To a beginner, something like <[a-z0-9._%+-]+@[a-z0-9.-]+\.[a-z]{2,4}> might look intimidatingly complex. But once you understand the unique logic of RegEx, the meaning becomes quite straightforward. We’ll decode this shortly, but let’s not get ahead of ourselves.

What follows is intended for complete beginners and demonstrates RegEx usage with OpenOffice.org. We won’t cover everything, so for those interested in diving deeper, references at the end of the article will help guide further exploration.

In OpenOffice.org Writer, go to Edit → Find & Replace to open the standard dialog. Click More Options, and you’ll see the Regular expressions checkbox. If you enable this, the software will interpret the text in the Search for and Replace with fields as regular expressions.

The Regex Riddle of Column 80

While cleaning out the attic, a yellowed corner of a newspaper turned up. On it was a partially solved crossword puzzle fragment. In the vertical column number 80, the following letters could be seen: O___A_A_Z. What could the solution be? The clues are missing, so we can only guess. Let’s grab a dictionary and look up words that could fit! In the attached file o_letter_words.txt (UTF-8 encoded), there are about 2000 Hungarian words that start with the letter O. That should be enough. Let’s open the file and start searching!

We’re looking for a word that matches the pattern above.

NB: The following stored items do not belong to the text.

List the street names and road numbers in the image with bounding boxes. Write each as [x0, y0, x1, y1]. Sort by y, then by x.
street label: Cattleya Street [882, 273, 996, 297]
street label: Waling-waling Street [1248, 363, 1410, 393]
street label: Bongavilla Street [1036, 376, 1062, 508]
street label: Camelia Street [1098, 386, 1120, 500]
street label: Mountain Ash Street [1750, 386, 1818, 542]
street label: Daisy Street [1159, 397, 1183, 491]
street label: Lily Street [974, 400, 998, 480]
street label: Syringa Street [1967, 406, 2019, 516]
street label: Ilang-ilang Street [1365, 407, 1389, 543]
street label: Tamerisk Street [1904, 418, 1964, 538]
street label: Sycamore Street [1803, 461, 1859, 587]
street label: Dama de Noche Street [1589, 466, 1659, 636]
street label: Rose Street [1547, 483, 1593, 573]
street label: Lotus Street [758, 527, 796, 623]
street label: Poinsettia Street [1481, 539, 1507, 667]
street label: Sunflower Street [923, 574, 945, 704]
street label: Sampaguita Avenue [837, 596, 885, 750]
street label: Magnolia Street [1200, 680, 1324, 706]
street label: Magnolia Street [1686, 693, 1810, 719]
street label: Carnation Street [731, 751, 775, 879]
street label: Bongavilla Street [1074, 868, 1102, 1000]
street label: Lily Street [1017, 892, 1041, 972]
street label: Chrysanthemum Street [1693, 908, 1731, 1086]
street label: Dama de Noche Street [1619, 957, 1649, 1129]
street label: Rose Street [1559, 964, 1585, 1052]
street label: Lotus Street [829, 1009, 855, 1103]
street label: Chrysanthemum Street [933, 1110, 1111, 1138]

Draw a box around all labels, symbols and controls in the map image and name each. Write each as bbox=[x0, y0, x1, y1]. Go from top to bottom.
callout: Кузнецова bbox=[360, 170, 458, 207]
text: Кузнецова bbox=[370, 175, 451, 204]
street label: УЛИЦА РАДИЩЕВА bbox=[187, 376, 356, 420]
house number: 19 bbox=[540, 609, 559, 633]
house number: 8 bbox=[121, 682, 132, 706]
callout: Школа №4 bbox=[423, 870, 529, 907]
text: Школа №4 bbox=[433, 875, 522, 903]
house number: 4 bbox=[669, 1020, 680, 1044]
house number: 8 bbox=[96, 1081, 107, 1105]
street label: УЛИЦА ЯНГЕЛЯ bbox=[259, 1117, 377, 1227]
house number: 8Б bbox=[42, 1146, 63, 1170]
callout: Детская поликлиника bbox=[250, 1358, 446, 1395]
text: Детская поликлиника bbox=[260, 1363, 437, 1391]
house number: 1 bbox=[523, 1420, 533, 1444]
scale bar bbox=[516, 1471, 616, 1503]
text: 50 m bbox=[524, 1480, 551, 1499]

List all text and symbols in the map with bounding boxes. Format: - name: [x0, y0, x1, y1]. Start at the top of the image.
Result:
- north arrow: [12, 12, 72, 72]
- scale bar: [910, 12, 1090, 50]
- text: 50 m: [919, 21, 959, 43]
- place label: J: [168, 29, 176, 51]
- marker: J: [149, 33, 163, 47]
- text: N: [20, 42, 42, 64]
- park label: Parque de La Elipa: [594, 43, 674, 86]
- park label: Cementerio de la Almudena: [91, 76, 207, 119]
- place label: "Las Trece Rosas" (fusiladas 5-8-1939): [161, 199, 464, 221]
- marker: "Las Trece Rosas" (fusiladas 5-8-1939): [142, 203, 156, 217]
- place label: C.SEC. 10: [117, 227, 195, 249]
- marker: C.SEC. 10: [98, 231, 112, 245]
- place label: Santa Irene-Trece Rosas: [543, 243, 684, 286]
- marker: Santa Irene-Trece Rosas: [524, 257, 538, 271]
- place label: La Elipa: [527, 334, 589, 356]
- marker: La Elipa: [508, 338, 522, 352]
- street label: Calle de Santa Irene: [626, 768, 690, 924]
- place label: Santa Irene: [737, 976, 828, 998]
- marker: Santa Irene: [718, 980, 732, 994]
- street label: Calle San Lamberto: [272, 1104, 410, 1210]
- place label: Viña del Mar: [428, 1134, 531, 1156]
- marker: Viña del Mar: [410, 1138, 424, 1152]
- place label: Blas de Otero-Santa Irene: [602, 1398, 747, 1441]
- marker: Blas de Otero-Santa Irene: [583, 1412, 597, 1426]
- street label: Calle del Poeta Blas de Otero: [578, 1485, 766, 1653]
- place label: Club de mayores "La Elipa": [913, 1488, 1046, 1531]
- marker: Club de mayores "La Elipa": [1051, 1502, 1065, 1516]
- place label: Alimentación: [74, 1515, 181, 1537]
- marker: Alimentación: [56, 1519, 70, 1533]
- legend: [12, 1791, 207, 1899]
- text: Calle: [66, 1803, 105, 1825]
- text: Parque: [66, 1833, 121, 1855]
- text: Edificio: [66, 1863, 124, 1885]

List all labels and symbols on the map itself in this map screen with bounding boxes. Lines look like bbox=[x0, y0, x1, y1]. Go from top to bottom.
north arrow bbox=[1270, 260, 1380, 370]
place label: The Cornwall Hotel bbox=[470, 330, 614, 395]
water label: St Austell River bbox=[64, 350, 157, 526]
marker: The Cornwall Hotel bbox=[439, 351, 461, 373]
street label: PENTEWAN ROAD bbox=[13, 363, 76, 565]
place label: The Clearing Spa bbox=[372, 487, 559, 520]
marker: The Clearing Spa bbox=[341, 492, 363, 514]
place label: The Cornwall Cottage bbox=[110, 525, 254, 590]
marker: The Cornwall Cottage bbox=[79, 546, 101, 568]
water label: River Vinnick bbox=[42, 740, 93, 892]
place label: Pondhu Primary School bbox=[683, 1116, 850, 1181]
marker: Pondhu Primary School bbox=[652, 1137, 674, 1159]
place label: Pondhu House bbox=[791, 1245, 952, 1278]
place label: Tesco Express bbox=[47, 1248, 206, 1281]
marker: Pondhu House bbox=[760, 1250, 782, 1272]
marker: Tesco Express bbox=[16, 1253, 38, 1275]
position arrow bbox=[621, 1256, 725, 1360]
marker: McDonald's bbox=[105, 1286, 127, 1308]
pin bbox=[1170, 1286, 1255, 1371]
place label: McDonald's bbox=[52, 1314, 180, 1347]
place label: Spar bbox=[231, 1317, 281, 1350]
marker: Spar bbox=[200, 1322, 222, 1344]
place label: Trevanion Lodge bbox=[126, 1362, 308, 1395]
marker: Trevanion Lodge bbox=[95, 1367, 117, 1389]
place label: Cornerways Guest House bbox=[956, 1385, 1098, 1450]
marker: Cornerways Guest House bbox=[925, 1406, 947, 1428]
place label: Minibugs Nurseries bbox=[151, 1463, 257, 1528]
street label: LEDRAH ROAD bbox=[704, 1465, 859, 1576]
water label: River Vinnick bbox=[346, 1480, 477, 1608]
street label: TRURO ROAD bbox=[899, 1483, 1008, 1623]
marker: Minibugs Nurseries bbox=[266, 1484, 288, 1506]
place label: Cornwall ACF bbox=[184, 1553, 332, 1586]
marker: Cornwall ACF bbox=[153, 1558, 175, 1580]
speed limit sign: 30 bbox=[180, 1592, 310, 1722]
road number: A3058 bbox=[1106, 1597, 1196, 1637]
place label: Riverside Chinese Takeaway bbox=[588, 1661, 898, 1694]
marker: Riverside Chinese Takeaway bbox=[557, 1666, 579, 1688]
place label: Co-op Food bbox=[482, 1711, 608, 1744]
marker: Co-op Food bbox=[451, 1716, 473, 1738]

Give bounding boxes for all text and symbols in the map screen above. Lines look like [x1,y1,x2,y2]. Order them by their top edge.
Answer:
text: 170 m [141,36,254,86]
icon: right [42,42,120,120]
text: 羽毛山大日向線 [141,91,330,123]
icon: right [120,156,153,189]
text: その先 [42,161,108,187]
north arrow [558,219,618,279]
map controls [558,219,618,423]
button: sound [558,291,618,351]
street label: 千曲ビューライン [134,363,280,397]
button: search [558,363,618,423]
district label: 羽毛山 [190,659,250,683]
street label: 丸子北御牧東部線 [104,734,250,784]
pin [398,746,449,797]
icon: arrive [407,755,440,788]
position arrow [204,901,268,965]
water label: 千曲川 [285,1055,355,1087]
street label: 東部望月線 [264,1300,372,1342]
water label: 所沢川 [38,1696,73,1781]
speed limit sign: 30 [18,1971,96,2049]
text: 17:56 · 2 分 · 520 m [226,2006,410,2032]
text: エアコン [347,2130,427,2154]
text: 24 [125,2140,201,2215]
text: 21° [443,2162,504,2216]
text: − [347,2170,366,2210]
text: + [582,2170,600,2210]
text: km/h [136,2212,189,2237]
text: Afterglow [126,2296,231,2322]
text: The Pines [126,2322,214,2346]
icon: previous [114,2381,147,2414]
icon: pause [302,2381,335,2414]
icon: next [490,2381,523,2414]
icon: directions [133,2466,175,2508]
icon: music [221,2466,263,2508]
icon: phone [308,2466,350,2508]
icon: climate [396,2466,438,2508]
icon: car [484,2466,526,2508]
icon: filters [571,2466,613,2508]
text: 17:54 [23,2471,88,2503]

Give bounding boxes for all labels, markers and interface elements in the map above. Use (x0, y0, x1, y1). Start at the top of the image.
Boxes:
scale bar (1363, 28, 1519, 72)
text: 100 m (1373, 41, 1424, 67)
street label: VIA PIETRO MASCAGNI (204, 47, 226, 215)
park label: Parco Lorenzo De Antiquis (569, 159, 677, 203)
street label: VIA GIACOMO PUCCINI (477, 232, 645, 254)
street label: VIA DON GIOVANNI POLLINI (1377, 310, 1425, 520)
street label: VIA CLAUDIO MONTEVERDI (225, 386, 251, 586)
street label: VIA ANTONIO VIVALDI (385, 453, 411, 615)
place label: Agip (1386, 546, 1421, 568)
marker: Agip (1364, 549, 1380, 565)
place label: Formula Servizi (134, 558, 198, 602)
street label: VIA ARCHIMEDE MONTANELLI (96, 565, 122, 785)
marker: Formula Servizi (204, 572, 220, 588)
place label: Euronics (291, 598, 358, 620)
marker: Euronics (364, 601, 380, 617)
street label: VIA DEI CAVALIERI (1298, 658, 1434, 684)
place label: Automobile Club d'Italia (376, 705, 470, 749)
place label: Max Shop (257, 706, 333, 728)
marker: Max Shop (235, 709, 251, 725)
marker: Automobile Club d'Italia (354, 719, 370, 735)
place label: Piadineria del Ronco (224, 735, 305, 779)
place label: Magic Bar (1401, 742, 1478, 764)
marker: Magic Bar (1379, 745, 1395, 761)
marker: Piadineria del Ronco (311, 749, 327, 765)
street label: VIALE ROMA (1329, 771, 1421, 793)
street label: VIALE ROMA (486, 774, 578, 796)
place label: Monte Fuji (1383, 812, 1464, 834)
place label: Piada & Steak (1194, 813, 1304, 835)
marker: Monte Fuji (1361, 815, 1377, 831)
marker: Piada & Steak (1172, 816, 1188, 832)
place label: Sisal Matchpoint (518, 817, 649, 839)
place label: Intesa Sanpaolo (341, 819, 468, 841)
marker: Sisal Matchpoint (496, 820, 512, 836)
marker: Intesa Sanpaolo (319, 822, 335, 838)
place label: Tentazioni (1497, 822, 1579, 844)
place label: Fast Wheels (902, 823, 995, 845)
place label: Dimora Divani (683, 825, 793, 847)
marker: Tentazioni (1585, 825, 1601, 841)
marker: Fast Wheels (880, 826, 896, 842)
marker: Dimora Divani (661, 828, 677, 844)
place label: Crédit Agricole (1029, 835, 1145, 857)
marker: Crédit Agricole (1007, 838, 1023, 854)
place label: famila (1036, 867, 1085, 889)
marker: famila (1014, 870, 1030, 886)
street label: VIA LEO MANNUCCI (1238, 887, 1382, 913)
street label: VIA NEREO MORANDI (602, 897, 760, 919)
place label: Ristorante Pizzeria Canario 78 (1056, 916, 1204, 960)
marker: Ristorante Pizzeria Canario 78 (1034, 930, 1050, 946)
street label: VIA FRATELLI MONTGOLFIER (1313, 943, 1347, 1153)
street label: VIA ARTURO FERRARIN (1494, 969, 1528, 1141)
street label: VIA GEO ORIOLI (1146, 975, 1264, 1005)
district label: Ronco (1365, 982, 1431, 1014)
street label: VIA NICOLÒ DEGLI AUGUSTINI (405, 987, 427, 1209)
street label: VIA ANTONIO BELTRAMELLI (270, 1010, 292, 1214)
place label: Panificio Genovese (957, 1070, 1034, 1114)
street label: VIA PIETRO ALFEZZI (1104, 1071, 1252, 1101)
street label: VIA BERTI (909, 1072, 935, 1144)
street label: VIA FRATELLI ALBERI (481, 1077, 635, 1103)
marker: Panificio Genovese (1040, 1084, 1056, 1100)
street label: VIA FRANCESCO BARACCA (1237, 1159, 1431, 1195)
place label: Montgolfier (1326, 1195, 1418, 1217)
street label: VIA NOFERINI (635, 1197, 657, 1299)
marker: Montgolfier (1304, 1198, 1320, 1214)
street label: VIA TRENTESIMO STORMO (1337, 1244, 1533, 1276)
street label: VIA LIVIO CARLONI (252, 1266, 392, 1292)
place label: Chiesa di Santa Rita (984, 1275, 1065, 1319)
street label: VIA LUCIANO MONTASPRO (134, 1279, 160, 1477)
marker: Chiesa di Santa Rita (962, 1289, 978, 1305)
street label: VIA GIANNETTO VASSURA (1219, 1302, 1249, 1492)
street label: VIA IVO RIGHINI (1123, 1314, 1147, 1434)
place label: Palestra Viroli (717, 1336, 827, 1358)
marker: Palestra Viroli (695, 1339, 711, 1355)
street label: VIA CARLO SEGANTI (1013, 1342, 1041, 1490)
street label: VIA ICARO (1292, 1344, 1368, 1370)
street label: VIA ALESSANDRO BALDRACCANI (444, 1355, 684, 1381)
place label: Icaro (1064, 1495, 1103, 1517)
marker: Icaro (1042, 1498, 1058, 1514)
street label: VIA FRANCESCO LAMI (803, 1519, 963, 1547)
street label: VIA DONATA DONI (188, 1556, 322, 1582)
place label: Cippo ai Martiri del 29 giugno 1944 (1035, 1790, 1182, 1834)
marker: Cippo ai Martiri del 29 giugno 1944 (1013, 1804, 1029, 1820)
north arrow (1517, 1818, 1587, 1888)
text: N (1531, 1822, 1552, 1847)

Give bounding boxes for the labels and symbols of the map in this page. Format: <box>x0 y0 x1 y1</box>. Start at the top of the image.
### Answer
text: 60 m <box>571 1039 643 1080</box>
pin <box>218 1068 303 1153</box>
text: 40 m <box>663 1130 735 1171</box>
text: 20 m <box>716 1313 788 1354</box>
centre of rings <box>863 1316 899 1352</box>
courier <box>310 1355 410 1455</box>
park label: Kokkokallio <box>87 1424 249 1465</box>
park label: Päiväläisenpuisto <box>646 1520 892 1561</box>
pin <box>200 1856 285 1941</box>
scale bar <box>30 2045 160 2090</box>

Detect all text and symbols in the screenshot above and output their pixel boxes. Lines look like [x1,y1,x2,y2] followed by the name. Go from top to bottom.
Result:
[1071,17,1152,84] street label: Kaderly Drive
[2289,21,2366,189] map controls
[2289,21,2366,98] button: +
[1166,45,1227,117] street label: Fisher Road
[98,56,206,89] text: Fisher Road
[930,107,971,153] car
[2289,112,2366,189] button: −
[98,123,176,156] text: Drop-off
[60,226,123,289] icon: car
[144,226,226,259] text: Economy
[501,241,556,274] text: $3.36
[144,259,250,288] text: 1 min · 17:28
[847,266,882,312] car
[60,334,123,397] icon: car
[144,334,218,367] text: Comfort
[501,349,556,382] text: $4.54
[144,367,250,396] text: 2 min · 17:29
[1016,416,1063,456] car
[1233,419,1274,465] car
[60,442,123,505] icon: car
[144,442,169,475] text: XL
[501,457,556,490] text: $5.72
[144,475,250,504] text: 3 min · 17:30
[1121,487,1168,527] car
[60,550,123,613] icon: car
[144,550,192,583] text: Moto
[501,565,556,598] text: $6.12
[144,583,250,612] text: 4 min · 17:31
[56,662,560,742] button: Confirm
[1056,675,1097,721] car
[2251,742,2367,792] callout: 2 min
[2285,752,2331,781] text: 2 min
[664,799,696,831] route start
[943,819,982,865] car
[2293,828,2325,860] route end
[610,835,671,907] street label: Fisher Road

In the Search for field, enter o...a.a.z (without quotation marks). In RegEx, the dot (.) stands for any single character. Make sure to enable the Regular expressions option, and ensure that Match case is turned off! When clicking the Find button, Writer returns words like odaragaszt and odatapaszt. Clearly, something’s not right here.

Searching with Regular Expressions in OpenOffice.org

One issue is that these words are longer than they should be. The pattern matches them, but they continue with an extra “t” at the end. Another problem is that in crossword puzzles, accented and unaccented letters are not distinguished—so the first letter could be ó, ö, or ő, and the a could also be á. You can express this in RegEx by listing possible characters inside square brackets: [oóöő]...[aá].[aá].z. With this expression, we’ll get many more matches.

Inside square brackets, you can list as many characters as you like, or you can use a hyphen to specify a full alphabetical range. The pattern will match if any one of the listed characters appears. It’s very important to note that […] always matches exactly one character. If you want to cover more characters, you can specify how many using curly braces {…}.

For example, our previous search expression can also be written like this: [oóöő].{3}[aá].[aá].z. The . {3} means that after the first letter (any of o, ó, ö, ő), there should be exactly three arbitrary characters.

Another thing is that we’re only interested in words that start with the o-letter and end with z. We don’t want words where this pattern appears in the middle. You can indicate this with two more special symbols: \< marks the beginning of a word, and \> marks the end of a word. So our full expression becomes: \<[oóöő].{3}[aá].[aá].z\>.

With that, it’s clear that the correct answer must be orvvadász or orvhalász.

It’s also worth noting that quantifiers ({…}, +, *) behave greedily. This means they match as many characters as possible. For instance, the expression a.*a in the word adavakedavra won’t stop at ada, but will match the entire adavakedavra.

Money, money, money, must be funny

Let’s put what we’ve learned to use. Let’s write a RegEx that hunts for bank account numbers in documents. A good starting point for matching sequences like 12345678-12345678-12345678 would be the expression:
\<[0-9]{8}-[0-9]{8}-[0-9]{8}\>.

But there’s a problem: account numbers aren’t always written like that. First of all, not all of them are 24 digits long—some are only 16 digits. Secondly, some people use spaces instead of dashes, while others write the entire number without any separators.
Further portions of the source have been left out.